Cada cabeza es un mundo

La verdad es que ciertas costumbres dan mucho que pensar. Por ejemplo, hay gente en apariencia muy sensata, toda seria ella que ante el mínimo descuido hace las veces de jóvenes incontrolables, de rebeldes sin causa, porque sí, a punta de simple inmadurez. Dos ejemplos: 1) le muestran las nalgas al rojo del semáforo (metáfora cuyo asunto literal consiste en atravesar el cruce a cien kilómetros por hora), y 2) gozan de lo lindo justo cuando se burlan de alguien en la cola del cine, adelantándosele.

Todas ellas, y otras que no voy a mencionar porque para nada se trata de un catálogo, hacen fruncir algunos ceños. Quienes los fruncen, claro, en general han sido piezas clave, actores principales (entre ellos yo), ni más ni menos que protagonistas de hechos parecidos. Pero una entre todas, una de tales costumbres, presente en mi memoria desde que era un imberbe, no deja de batir las alas y llamar la atención, sobre todo porque a medida que transcurre el tiempo parece abrazarse con dientes y uñas a la cotidianidad, a esa especie de pasta gelatinosa que son los días, meses o años cuando la costumbre decide anidar tranquilamente en ellos.

Por más vueltas que le dé, cualquier explicación luce insuficiente.
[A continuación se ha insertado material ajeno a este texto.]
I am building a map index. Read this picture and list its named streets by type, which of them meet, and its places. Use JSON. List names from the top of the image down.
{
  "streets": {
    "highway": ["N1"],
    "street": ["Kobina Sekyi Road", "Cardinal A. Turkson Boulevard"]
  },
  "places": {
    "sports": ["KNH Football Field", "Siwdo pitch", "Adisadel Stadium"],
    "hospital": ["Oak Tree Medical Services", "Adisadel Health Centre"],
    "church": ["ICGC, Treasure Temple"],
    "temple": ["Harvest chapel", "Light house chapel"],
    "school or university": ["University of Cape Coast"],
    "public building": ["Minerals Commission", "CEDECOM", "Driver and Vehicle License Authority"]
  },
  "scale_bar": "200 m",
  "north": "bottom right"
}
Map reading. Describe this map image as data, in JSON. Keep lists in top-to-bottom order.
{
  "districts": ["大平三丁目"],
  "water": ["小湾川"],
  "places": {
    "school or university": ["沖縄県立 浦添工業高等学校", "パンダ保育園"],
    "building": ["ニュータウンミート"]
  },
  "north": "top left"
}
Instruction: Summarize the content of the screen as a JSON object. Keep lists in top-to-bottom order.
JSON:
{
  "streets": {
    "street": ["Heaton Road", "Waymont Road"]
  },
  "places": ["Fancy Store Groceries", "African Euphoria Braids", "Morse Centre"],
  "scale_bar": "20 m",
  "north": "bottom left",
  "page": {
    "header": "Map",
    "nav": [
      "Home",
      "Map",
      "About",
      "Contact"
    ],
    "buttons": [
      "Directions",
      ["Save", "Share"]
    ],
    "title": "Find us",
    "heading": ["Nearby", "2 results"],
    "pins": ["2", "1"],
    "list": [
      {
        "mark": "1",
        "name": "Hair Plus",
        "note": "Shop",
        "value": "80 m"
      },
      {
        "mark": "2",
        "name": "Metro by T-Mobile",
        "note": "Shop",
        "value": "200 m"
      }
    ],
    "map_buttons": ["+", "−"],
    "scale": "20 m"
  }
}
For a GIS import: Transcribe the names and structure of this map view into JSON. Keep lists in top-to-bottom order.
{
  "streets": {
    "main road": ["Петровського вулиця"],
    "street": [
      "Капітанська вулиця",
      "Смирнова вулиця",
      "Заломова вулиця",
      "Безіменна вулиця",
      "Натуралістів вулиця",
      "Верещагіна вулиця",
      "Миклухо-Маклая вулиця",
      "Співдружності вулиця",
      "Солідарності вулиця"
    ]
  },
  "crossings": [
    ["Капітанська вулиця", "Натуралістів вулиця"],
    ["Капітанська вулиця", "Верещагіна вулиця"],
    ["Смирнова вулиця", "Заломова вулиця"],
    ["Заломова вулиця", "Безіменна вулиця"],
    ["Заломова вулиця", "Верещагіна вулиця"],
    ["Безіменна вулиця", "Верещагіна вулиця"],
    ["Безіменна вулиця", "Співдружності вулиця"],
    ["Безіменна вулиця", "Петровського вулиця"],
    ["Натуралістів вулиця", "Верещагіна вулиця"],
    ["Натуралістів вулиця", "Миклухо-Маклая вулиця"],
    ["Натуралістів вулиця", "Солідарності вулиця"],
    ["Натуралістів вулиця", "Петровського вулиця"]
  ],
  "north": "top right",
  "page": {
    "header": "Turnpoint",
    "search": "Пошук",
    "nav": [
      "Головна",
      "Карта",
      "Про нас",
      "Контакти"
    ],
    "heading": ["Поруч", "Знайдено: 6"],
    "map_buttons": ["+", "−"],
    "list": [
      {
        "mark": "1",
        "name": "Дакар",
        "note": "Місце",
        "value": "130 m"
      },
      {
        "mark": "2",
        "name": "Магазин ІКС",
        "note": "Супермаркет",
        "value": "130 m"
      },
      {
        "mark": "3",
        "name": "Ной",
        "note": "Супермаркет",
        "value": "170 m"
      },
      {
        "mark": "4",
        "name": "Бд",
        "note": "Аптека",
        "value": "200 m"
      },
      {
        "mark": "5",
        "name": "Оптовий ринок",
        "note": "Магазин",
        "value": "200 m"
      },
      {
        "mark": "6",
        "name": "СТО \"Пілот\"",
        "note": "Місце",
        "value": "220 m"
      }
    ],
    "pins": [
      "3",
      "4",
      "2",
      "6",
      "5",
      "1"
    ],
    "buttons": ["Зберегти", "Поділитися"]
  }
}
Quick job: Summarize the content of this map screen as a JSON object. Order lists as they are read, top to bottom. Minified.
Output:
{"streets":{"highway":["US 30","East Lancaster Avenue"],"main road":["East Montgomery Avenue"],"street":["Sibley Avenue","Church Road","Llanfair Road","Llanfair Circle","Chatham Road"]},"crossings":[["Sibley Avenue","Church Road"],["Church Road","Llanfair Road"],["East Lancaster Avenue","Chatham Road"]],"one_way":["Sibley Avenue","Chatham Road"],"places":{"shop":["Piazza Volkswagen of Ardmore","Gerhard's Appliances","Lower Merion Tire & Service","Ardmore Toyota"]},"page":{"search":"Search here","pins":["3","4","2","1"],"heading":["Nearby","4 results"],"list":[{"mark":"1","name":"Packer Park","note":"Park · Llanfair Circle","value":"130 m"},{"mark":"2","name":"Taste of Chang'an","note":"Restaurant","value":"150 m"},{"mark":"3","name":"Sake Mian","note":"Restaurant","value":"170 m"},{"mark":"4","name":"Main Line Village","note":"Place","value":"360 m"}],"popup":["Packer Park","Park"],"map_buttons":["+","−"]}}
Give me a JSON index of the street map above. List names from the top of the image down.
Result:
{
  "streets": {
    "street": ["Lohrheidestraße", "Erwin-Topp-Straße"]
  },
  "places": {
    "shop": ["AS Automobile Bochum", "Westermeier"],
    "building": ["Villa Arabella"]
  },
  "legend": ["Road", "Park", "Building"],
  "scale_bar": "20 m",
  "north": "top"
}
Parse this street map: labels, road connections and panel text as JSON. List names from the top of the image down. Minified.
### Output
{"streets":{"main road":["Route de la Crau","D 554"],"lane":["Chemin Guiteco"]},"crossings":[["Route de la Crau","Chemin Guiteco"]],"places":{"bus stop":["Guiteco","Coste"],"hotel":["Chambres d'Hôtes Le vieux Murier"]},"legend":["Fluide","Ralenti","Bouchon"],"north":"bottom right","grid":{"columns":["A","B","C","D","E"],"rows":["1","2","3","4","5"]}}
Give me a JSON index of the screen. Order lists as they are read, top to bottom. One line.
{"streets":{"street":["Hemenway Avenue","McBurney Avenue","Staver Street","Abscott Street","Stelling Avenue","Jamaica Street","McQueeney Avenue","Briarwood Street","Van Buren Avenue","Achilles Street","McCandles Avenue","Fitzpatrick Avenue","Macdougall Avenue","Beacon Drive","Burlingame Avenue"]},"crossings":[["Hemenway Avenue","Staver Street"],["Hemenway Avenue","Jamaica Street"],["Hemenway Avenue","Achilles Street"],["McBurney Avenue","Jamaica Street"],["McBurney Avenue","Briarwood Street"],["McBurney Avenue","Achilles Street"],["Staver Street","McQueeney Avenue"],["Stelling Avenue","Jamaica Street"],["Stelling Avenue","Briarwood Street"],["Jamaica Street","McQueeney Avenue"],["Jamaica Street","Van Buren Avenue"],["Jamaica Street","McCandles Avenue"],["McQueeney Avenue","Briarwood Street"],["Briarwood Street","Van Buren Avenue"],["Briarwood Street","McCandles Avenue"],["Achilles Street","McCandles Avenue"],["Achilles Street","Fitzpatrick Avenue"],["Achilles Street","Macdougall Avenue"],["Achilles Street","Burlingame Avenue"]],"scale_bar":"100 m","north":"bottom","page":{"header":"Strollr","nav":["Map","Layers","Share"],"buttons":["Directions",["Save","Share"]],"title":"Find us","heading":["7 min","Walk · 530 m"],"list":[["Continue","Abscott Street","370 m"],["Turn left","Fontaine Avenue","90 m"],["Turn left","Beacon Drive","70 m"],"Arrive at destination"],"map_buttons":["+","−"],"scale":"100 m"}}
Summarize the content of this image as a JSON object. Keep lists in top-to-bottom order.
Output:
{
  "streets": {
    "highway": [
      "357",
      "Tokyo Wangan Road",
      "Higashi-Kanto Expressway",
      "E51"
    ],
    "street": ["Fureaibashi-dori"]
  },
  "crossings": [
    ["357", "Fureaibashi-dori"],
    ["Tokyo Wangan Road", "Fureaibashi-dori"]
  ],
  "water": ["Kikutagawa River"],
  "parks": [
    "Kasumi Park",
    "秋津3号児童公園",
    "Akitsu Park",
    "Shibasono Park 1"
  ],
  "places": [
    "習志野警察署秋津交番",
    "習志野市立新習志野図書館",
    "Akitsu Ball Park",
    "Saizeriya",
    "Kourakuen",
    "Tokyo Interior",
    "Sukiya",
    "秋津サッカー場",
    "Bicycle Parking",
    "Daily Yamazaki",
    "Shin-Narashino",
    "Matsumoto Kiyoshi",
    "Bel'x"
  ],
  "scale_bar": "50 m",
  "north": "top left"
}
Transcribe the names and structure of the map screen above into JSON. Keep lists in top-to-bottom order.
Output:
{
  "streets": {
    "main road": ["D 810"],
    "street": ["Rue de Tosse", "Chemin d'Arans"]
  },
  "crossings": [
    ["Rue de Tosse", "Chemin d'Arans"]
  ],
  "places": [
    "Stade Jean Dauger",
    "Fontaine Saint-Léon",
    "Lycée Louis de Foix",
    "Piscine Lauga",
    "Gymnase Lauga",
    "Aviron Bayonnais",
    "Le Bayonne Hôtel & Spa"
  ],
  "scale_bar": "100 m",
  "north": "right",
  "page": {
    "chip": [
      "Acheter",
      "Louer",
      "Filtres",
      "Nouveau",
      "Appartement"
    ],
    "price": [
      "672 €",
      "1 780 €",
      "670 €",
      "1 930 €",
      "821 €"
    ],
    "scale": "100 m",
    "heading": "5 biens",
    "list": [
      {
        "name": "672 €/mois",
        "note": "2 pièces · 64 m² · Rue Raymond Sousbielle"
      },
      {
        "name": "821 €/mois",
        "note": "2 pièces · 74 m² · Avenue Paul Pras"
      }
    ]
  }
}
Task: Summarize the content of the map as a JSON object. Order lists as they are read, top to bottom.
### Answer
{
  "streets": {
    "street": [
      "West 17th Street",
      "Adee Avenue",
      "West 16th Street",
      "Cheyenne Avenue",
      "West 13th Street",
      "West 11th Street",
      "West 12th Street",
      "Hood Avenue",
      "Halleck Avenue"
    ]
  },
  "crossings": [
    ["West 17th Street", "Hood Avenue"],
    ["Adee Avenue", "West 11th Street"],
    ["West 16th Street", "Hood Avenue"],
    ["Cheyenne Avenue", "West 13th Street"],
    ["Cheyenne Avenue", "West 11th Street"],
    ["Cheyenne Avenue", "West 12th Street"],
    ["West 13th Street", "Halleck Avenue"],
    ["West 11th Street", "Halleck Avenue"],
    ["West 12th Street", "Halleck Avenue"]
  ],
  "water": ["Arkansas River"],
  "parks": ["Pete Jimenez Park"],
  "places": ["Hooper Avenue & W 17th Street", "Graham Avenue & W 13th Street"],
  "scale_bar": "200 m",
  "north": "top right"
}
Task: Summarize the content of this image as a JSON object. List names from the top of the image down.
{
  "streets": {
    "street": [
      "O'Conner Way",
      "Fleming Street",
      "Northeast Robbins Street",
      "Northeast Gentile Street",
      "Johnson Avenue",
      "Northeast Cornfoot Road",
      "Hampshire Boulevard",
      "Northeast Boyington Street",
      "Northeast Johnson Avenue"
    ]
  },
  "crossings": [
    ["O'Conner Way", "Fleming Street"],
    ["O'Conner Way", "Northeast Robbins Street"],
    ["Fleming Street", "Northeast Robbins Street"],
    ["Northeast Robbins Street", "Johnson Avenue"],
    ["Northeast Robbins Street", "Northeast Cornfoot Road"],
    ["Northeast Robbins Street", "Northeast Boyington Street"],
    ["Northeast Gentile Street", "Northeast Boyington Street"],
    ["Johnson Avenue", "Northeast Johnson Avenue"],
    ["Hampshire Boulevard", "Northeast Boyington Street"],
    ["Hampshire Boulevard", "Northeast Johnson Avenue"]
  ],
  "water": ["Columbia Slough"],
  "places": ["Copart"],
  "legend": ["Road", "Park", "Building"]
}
A estas alturas uno sabe, de algún modo ha racionalizado que el misterio pone sal a la vida, de modo que conductas intrigantes, atmósferas casi góticas o simples escenas punzantes, llenas de curiosidades, dan para ejercer de detectives aunque no lo sepamos, son invitaciones a husmear en lo que nos rodea y las más de las veces aceptamos sin estar muy conscientes de ello.

En fin, que el repique del teléfono ha sobrepasado las expectativas. Suena una vez, y por muy cerca que se encuentre usted del aparato no se molesta en descolgar. Cada vez son más (lo he comprobado a fuerza de pura observación a lo Poirot) las personas que, con ejemplar obstinación, esperan el tercer timbrazo, y entonces sí, allá voy, aló y hola qué tal y blablablá.

Es un misterio que enlaza a la máquina y al hombre. Los une a través de la intriga. ¿Qué relación existirá entre una y otro? Un amigo me contó que la explicación es sencilla: la gente espera que el aparatico suene tres o cuatro veces porque ahí se vuelca el sello humano por excelencia: la esperanza. Así, esa espera supone la ilusión de que aquella chica (o chico) se materialice en el auricular. Pero supone también un exorcismo: el que se espante por ejemplo a un cobrador, a la inoportuna intromisión de la voz que te recuerda el pago mínimo de Visa o Master Card.

Yo no sé. Imagino que cada quien puede darle vueltas al asunto hasta obtener, o creer que obtiene, sus respuestas. En cuanto a mí, desdeño esa posibilidad tan chata, tan de poca impronta ontológica dada por mi buen amigo. Digo yo que existirán otros motivos, mucho más dignos de un misterio de verdad, que se respete, que no se desvanezca ante una humorada inteligente, que nos mantenga haciéndonos morder las uñas. ¿Qué más podría uno esperar? De cualquier forma, allá uno con sus vainas. Cada cabeza es un mundo. ¿No le parece?.